Secara geografis, Desa Penglipuran terletak di daerah pegunungan dengan suasana
yang sangat tenang dan nyaman. Semilir angin yang sejuk, semerbak tumbuhan yang hijau,
dan lingkungan yang indah dan bersih serta penataan bangunan yang sangat rapi
menampilkan Desa Penglipuran sangat damai, tenteram, dan rukun. Kehidupan masyarakat
penglipuran sangat sederhana, menjunjung tinggi kekeluargaan dan menjaga tradisi adat
yang telah terwarisi sejak lama. Masyarakat sangat taat dan patuh dalam menjalankan
segala peraturan adat yang ada, sehingga segala aktivitas kemasyarakatan yang dilakukan
berjalan dengan lancar.

Terdapat beberapa bangunan arsitektur kuno di Desa Penglipuran yang sangat


kental dengan seni tradisinya yaitu bangunan tempat suci dan bangunan perumahan.
Sebagai ciri khas dari bangunan desa penglipuran, atapnya menggunakan bambu.
Pondamen dibuat dari batu padas Bangli, dengan bentuk yang sederhana tanpa ukiran.
Bangunan fisik juga menjadi perhatian yang cukup besar dalam penataan wilayah
Penglipuran dengan memanfaatkan potensi lingkungan alam yang ada sebagai bahan
utama pendiriannya.

Angkul-angkul adalah bangunan fisik yang bersifat profan dan menjadi ikon Desa
Penglipuran.
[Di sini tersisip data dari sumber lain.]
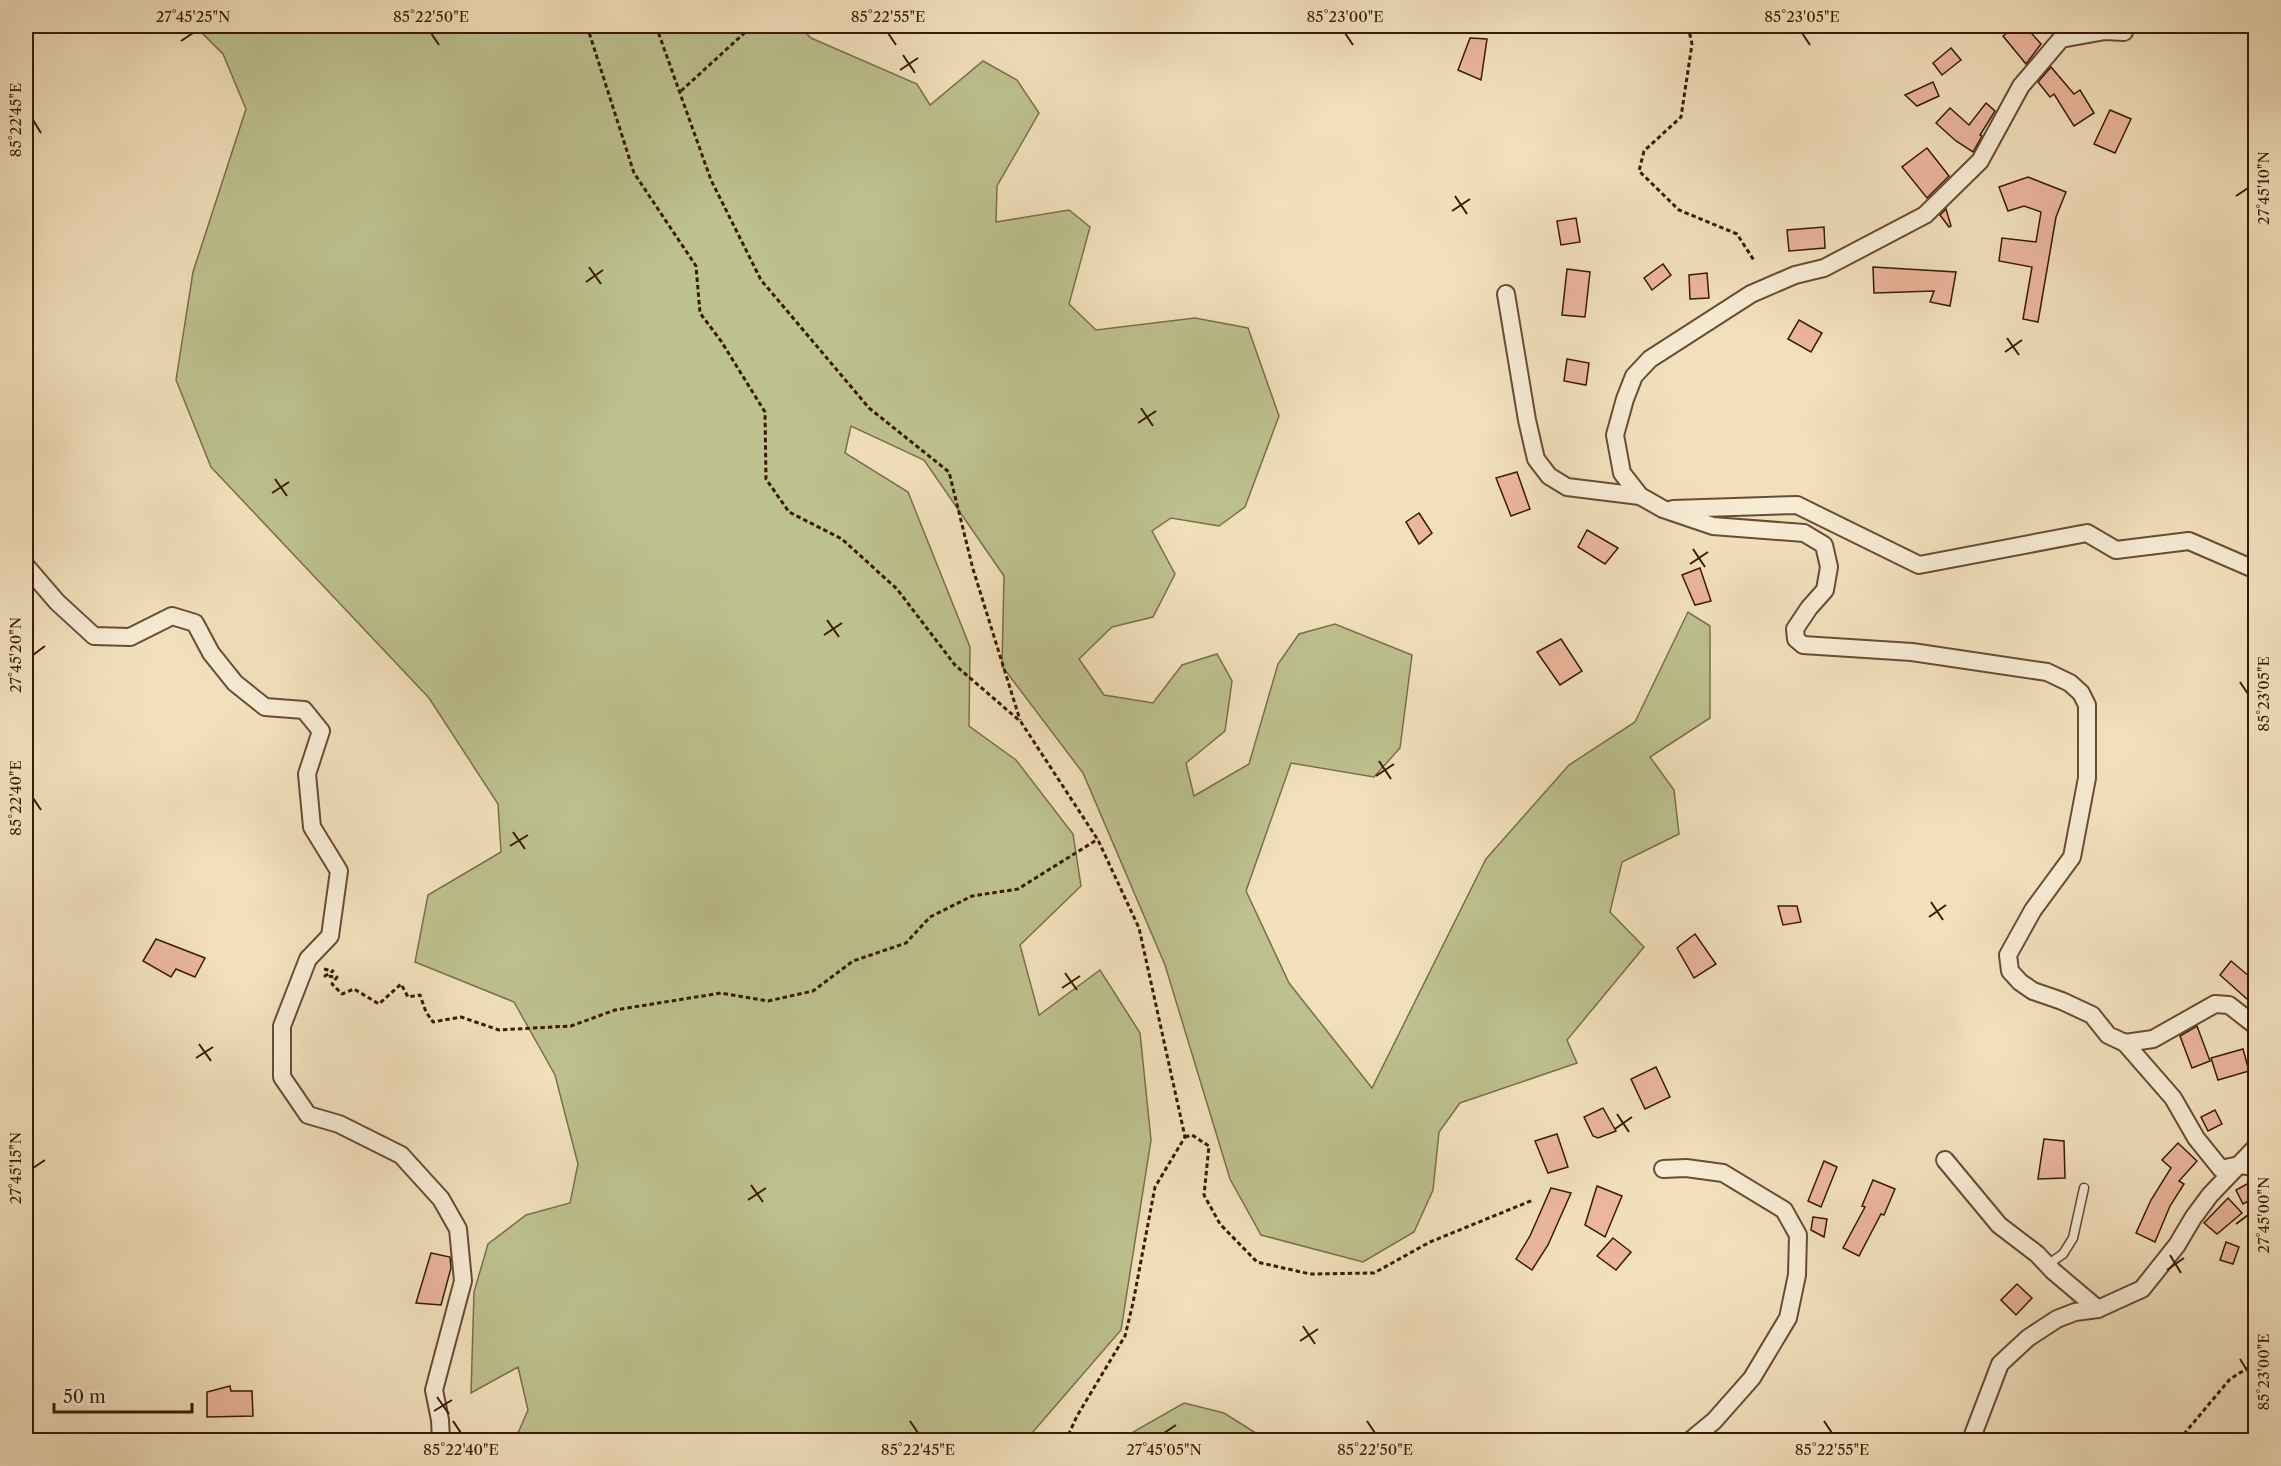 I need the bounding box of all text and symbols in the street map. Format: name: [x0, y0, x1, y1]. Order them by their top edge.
text: 27°45'25"N: [156, 7, 230, 26]
text: 85°22'50"E: [393, 7, 469, 26]
text: 85°22'55"E: [851, 7, 925, 26]
text: 85°23'00"E: [1306, 7, 1384, 26]
text: 85°23'05"E: [1764, 7, 1840, 26]
text: 85°22'45"E: [6, 83, 25, 157]
text: 27°45'10"N: [2254, 151, 2273, 225]
text: 27°45'20"N: [6, 617, 25, 693]
text: 85°23'05"E: [2254, 656, 2273, 732]
text: 85°22'40"E: [6, 760, 25, 836]
text: 27°45'15"N: [6, 1132, 25, 1204]
text: 27°45'00"N: [2254, 1177, 2273, 1253]
text: 85°23'00"E: [2254, 1333, 2273, 1411]
scale bar: [54, 1376, 192, 1414]
text: 50 m: [63, 1386, 106, 1408]
text: 85°22'40"E: [423, 1440, 499, 1459]
text: 85°22'45"E: [881, 1440, 955, 1459]
text: 27°45'05"N: [1126, 1440, 1202, 1459]
text: 85°22'50"E: [1337, 1440, 1413, 1459]
text: 85°22'55"E: [1795, 1440, 1869, 1459] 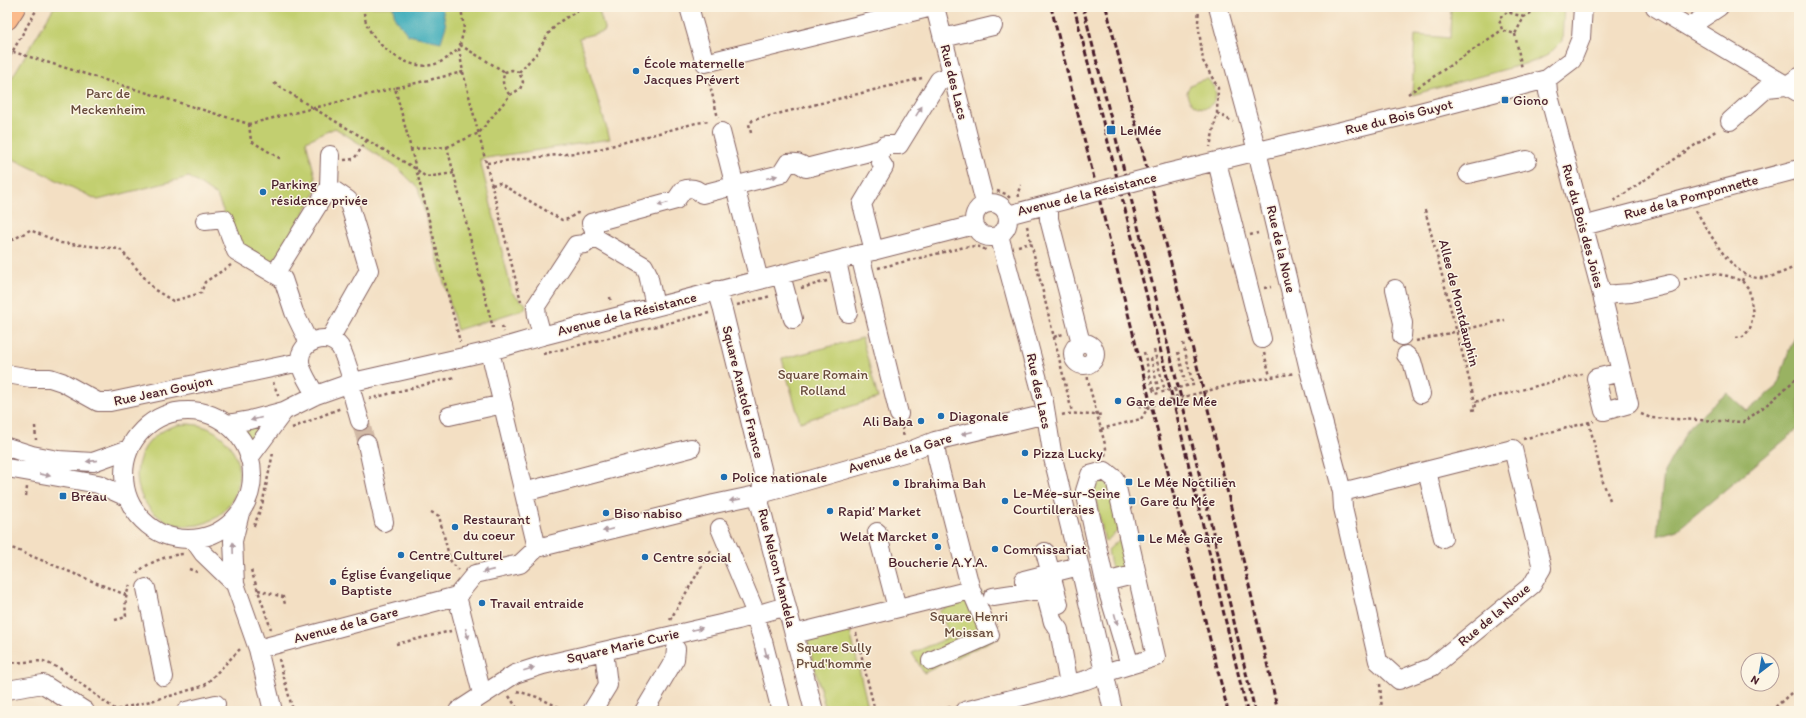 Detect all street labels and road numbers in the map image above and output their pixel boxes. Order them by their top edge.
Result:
street label: Rue des Lacs [936,43,972,121]
street label: Rue du Bois Guyot [1343,95,1455,139]
street label: Rue du Bois des Joies [1558,162,1608,290]
street label: Avenue de la Résistance [1016,168,1159,220]
street label: Rue de la Pomponnette [1622,171,1760,223]
street label: Rue de la Noue [1263,204,1299,295]
street label: Allee de Montdauphin [1435,238,1483,368]
street label: Avenue de la Résistance [556,288,699,340]
street label: Square Anatole France [718,324,768,460]
street label: Rue des Lacs [1023,352,1055,430]
street label: Rue Jean Goujon [112,372,214,410]
street label: Avenue de la Gare [846,429,954,477]
street label: Rue Nelson Mandela [754,507,800,630]
street label: Rue de la Noue [1454,580,1534,650]
street label: Avenue de la Gare [292,603,400,647]
street label: Square Marie Curie [565,625,681,667]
Bentuk angkul-angkul dibuat sangat artistik dengan standar ukuran yang
sama antara satu dengan yang lainnya. Berjejernya angkul-angkul di timur dan barat jalan
dari utara ke selatan menampilkan wajah Desa Penglipuran sangat unik dan indah. Dibalik
kesehoran Penglipuran sebagai desa wisata, terdapat beberapa hasil karya seni yang sangat
terkenal, baik dalam bidang seni rupa maupun seni pertunjukan, dan telah berkembang
sejak lama. Semua hasil karya seni pertunjukan ini, tidak hanya tumbuh dan berkembang,
tetapi juga sangat terkenal di wilayah Bangli dan sekitarnya. Hal ini diwujudkan dengan
menampilkan karya seni pertunjukan Penglipuran di beberapa daerah Bangli untuk
menghibur masyarakat.

Saran

Kami menyadari bahwa observasi ini banyak sekali kekurangan, oleh karena itu,
observasi ini perlu ditindak lanjuti untuk mengetahui hasil yang baik. Selain itu lakukanlah
observasi dengan teliti, buatlah daftar pertanyaan, bersikap baik pada Masyarakat saat
bertanya, dan buatlah catatan singkat tentang hasil pengamatan.